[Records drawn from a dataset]
- - - - -

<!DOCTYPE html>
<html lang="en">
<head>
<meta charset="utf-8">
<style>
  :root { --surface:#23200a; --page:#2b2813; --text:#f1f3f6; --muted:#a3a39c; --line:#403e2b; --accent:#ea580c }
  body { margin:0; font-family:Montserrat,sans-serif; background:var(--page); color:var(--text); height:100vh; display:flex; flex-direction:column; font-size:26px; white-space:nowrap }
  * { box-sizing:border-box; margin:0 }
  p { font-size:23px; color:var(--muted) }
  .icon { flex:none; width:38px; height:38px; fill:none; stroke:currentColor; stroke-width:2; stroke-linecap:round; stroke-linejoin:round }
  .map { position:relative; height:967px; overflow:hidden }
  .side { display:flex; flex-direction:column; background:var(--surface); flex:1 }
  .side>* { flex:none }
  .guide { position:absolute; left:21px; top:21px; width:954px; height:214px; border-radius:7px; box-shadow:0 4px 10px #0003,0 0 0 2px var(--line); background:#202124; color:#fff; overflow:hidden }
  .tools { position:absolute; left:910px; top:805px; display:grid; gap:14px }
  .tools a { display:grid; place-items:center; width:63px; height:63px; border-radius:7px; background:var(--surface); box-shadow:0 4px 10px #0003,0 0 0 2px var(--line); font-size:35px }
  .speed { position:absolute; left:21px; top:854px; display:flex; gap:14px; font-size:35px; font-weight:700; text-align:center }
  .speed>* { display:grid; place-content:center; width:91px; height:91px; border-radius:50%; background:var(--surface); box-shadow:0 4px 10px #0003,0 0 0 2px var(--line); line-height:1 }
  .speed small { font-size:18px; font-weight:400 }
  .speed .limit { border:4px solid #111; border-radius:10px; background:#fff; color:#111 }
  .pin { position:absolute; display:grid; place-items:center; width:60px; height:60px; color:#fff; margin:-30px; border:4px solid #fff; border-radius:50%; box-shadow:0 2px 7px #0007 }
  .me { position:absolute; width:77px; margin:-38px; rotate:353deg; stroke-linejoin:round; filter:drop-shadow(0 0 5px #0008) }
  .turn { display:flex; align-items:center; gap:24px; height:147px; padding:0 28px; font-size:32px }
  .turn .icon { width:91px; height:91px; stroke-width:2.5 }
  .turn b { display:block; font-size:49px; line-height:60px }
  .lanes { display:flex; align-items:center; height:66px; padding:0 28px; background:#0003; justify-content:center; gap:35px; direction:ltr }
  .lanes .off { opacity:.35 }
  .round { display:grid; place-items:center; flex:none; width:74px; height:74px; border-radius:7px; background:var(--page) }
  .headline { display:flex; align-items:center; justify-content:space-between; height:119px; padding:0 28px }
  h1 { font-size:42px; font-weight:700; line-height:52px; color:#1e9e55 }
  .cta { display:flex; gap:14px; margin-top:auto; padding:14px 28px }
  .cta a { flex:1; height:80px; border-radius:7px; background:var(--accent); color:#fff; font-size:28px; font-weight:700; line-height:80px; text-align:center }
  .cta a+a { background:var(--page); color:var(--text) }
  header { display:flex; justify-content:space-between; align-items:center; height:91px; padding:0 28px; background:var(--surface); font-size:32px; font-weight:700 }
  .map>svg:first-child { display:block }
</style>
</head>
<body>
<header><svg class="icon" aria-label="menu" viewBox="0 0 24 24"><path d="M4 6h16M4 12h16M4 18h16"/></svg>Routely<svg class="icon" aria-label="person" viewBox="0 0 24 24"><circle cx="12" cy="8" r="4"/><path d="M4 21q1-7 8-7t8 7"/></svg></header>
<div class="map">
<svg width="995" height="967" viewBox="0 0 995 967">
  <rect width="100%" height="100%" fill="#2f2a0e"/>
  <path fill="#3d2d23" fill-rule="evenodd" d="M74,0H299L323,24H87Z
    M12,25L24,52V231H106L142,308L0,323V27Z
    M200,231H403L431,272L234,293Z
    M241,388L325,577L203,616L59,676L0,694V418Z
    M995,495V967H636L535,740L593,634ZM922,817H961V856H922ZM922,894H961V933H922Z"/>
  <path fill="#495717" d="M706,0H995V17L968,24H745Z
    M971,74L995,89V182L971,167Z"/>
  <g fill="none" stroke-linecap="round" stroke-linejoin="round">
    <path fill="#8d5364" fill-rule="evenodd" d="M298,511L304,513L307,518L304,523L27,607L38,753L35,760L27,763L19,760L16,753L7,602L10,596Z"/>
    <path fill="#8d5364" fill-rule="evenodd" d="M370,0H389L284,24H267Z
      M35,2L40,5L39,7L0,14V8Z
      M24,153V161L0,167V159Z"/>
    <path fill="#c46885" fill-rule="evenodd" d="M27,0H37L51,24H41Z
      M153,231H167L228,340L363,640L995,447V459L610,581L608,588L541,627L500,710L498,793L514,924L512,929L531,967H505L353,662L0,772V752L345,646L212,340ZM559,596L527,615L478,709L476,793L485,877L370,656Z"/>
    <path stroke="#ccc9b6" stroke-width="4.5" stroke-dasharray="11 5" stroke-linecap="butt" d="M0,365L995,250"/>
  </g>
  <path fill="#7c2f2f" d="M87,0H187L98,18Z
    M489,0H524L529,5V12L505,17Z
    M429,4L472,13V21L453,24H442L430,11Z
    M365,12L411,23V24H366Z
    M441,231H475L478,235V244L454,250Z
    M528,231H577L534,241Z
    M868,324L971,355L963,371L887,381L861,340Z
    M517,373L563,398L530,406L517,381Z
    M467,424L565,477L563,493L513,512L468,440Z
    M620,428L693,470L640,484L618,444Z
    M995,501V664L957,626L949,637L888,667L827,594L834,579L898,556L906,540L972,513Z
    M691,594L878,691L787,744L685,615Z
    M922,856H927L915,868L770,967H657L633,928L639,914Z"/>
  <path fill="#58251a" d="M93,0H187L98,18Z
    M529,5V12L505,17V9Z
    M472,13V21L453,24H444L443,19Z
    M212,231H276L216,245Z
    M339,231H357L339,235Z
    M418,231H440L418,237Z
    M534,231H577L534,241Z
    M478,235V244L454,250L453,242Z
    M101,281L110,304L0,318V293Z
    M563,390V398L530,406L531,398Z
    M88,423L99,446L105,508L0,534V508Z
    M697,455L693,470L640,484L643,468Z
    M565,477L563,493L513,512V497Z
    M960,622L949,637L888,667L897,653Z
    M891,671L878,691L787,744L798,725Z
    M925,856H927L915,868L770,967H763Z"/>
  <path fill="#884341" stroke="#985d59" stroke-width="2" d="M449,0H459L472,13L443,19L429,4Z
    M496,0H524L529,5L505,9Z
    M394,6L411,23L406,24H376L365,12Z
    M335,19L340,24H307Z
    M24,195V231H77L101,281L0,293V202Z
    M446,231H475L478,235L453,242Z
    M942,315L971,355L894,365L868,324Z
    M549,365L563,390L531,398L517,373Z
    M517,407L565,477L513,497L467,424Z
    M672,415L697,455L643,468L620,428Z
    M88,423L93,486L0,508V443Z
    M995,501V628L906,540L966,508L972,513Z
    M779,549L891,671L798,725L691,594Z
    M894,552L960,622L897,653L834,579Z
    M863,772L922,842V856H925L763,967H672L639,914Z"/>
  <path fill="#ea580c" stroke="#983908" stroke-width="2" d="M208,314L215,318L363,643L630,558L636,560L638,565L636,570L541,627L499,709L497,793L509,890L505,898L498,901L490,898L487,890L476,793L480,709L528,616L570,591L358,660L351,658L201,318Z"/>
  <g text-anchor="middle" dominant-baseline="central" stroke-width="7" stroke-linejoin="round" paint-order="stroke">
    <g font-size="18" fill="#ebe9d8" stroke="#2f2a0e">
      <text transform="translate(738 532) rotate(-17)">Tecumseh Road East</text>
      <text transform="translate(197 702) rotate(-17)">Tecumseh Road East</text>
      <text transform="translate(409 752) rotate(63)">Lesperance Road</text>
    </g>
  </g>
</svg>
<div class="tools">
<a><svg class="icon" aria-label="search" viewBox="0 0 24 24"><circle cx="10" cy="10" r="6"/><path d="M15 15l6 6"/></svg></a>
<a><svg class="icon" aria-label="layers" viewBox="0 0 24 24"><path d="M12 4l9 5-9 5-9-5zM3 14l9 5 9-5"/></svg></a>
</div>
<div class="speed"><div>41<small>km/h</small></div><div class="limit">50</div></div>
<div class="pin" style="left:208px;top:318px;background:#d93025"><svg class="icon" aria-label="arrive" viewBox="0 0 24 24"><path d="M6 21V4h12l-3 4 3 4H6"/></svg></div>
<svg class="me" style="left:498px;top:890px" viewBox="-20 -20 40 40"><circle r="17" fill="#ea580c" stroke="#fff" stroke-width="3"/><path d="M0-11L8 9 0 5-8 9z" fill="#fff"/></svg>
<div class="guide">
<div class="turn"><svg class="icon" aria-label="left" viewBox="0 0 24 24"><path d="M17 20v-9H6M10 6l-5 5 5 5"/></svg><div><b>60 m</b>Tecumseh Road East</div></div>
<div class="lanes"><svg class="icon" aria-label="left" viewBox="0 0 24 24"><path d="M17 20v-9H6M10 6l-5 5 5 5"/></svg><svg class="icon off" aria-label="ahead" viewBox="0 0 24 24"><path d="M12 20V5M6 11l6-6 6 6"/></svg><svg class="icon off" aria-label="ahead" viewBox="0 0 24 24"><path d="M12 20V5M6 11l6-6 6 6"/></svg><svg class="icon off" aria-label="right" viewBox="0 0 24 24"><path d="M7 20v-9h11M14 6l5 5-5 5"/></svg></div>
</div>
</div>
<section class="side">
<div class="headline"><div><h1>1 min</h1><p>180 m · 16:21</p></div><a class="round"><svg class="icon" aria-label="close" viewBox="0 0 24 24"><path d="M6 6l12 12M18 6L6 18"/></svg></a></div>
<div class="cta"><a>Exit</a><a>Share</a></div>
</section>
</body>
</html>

- - - - -

#### WORK TO BE COMPLETED
Set down, exactly as they appear, the lines above from the first one to the line that holds "position:absolute; width:77px; margin:-38px;", both included, please, and no others.

#### SOLVED EXERCISE
<!DOCTYPE html>
<html lang="en">
<head>
<meta charset="utf-8">
<style>
  :root { --surface:#23200a; --page:#2b2813; --text:#f1f3f6; --muted:#a3a39c; --line:#403e2b; --accent:#ea580c }
  body { margin:0; font-family:Montserrat,sans-serif; background:var(--page); color:var(--text); height:100vh; display:flex; flex-direction:column; font-size:26px; white-space:nowrap }
  * { box-sizing:border-box; margin:0 }
  p { font-size:23px; color:var(--muted) }
  .icon { flex:none; width:38px; height:38px; fill:none; stroke:currentColor; stroke-width:2; stroke-linecap:round; stroke-linejoin:round }
  .map { position:relative; height:967px; overflow:hidden }
  .side { display:flex; flex-direction:column; background:var(--surface); flex:1 }
  .side>* { flex:none }
  .guide { position:absolute; left:21px; top:21px; width:954px; height:214px; border-radius:7px; box-shadow:0 4px 10px #0003,0 0 0 2px var(--line); background:#202124; color:#fff; overflow:hidden }
  .tools { position:absolute; left:910px; top:805px; display:grid; gap:14px }
  .tools a { display:grid; place-items:center; width:63px; height:63px; border-radius:7px; background:var(--surface); box-shadow:0 4px 10px #0003,0 0 0 2px var(--line); font-size:35px }
  .speed { position:absolute; left:21px; top:854px; display:flex; gap:14px; font-size:35px; font-weight:700; text-align:center }
  .speed>* { display:grid; place-content:center; width:91px; height:91px; border-radius:50%; background:var(--surface); box-shadow:0 4px 10px #0003,0 0 0 2px var(--line); line-height:1 }
  .speed small { font-size:18px; font-weight:400 }
  .speed .limit { border:4px solid #111; border-radius:10px; background:#fff; color:#111 }
  .pin { position:absolute; display:grid; place-items:center; width:60px; height:60px; color:#fff; margin:-30px; border:4px solid #fff; border-radius:50%; box-shadow:0 2px 7px #0007 }
  .me { position:absolute; width:77px; margin:-38px; rotate:353deg; stroke-linejoin:round; filter:drop-shadow(0 0 5px #0008) }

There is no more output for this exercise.